Customer-managed unplanned failover now supports Azure Data Lake Storage and SSH File Transfer Protocol in General Availability
We are excited to announce the General Availability of customer managed unplanned failover for Azure Data Lake Storage and storage accounts with SSH File Transfer Protocol (SFTP) enabled.
What is Unplanned Failover?
With customer managed unplanned failover, you are in control of initiating your failover. Unplanned failover allows you to switch your storage endpoints from the primary region to the secondary region. During an unplanned failover, write requests are redirected to the secondary region, which then becomes the new primary region.
Because an unplanned failover is designed for scenarios where the primary region is experiencing an availability issue, unplanned failover happens without the primary region fully completing replication to the secondary region. As a result, during an unplanned failover there is a possibility of data loss. This loss depends on the amount of data that has yet to be replicated from the primary region to the secondary region. Each storage account has a ‘last sync time’ property, which indicates the last time a full synchronization between the primary and the secondary region was completed. Any data written between the last sync time and the current time may only be partially replicated to the secondary region, which is why unplanned failover may incur data loss.

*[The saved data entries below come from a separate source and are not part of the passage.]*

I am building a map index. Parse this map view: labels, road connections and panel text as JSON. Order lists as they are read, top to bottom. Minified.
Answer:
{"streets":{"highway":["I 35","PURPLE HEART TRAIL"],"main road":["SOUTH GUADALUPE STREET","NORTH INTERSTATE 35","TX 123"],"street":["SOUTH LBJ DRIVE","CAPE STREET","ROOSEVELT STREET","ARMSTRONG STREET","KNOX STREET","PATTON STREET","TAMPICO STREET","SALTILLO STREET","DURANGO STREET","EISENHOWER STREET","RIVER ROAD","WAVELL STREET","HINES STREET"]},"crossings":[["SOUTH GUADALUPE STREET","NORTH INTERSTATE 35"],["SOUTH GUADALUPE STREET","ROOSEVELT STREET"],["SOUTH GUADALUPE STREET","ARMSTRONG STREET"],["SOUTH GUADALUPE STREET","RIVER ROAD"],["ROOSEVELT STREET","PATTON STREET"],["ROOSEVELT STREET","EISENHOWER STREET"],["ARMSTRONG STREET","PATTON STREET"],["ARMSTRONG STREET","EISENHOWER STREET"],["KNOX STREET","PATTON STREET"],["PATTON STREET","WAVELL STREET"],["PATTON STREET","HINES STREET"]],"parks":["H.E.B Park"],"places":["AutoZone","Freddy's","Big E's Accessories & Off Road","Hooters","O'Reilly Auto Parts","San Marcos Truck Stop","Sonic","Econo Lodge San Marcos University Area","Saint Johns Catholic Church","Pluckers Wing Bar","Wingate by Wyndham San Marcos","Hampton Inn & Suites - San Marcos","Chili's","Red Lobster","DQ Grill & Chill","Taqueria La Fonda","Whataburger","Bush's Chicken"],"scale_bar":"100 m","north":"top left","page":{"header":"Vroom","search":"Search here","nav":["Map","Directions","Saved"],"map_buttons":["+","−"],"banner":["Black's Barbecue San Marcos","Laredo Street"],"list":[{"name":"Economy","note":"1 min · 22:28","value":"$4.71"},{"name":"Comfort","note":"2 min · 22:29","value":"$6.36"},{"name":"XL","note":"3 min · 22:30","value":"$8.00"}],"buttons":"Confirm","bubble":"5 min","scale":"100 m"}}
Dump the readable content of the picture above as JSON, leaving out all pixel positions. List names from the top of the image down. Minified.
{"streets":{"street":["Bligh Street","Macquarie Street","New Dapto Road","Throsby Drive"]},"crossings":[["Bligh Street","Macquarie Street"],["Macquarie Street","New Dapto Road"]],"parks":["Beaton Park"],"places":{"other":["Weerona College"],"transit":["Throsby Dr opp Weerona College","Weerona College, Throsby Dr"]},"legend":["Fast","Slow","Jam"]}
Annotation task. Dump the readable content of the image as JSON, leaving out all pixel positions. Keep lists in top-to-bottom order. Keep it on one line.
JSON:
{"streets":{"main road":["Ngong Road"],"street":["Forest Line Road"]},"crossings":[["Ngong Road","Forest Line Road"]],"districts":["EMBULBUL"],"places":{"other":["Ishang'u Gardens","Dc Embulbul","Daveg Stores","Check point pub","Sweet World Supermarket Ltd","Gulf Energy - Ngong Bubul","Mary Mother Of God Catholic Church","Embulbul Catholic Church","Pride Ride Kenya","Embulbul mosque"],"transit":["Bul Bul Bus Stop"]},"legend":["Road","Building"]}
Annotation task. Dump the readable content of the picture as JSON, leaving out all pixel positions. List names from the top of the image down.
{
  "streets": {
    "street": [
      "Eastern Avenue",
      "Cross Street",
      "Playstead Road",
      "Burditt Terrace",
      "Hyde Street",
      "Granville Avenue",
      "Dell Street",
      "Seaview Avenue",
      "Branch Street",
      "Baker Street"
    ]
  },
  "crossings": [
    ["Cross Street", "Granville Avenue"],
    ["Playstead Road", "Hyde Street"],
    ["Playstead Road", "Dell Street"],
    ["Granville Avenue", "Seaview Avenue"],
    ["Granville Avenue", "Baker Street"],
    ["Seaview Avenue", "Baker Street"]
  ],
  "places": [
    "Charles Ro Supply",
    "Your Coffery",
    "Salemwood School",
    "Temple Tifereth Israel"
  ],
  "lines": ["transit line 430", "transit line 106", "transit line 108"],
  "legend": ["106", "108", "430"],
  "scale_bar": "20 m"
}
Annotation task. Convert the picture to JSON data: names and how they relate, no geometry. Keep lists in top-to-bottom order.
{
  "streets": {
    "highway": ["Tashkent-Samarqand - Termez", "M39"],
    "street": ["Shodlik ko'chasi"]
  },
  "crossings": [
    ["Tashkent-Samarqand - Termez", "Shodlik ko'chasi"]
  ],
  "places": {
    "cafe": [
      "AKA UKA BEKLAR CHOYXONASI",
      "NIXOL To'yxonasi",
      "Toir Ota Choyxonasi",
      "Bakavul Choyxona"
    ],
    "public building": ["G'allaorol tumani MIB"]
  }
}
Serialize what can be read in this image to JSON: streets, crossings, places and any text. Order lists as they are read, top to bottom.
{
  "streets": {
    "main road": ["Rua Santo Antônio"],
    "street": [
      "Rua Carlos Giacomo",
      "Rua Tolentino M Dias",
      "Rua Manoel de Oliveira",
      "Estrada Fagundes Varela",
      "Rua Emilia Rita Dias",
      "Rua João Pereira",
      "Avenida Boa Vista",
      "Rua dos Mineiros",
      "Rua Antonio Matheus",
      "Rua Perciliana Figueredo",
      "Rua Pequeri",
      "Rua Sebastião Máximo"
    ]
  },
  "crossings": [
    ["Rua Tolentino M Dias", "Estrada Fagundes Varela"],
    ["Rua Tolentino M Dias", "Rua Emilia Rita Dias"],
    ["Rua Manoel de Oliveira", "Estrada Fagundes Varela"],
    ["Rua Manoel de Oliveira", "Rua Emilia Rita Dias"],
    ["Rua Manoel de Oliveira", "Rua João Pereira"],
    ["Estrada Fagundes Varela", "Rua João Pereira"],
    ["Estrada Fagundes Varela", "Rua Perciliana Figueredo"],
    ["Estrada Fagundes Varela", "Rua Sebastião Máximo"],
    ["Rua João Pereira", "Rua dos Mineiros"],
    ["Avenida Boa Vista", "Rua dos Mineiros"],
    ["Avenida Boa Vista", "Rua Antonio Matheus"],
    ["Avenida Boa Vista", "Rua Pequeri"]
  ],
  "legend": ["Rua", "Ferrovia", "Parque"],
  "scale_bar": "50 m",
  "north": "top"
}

Unplanned failover is intended to be utilized during a true disaster where the primary region is unavailable. Therefore, once completed, the data in the original primary region is erased, the account is changed to locally redundant storage (LRS) and your applications can resume writing data to the storage account.
If the previous primary region becomes available again, you can convert your account back to geo-redundant storage (GRS). Migrating your account from LRS to GRS will initiate a full data replication from the new primary region to the secondary which has geo-bandwidth costs. If your scenario involves failing over while the primary region is still available, consider planned failover.
Planned failover can be utilized in scenarios including planned disaster recovery testing or recovering from non-storage related outages. Unlike unplanned failover, the storage service endpoints must be available in both the primary and secondary regions before a planned failover can be initiated. This is because planned failover is a 3-step process that includes: (1) making the current primary read only, (2) syncing all the data to the secondary (ensuring no data loss), and (3) swapping the primary and secondary regions so that writes are now in the new region. In contrast with unplanned failover, planned failover maintains the geo-redundancy of the account so planned failback does not require a full data copy.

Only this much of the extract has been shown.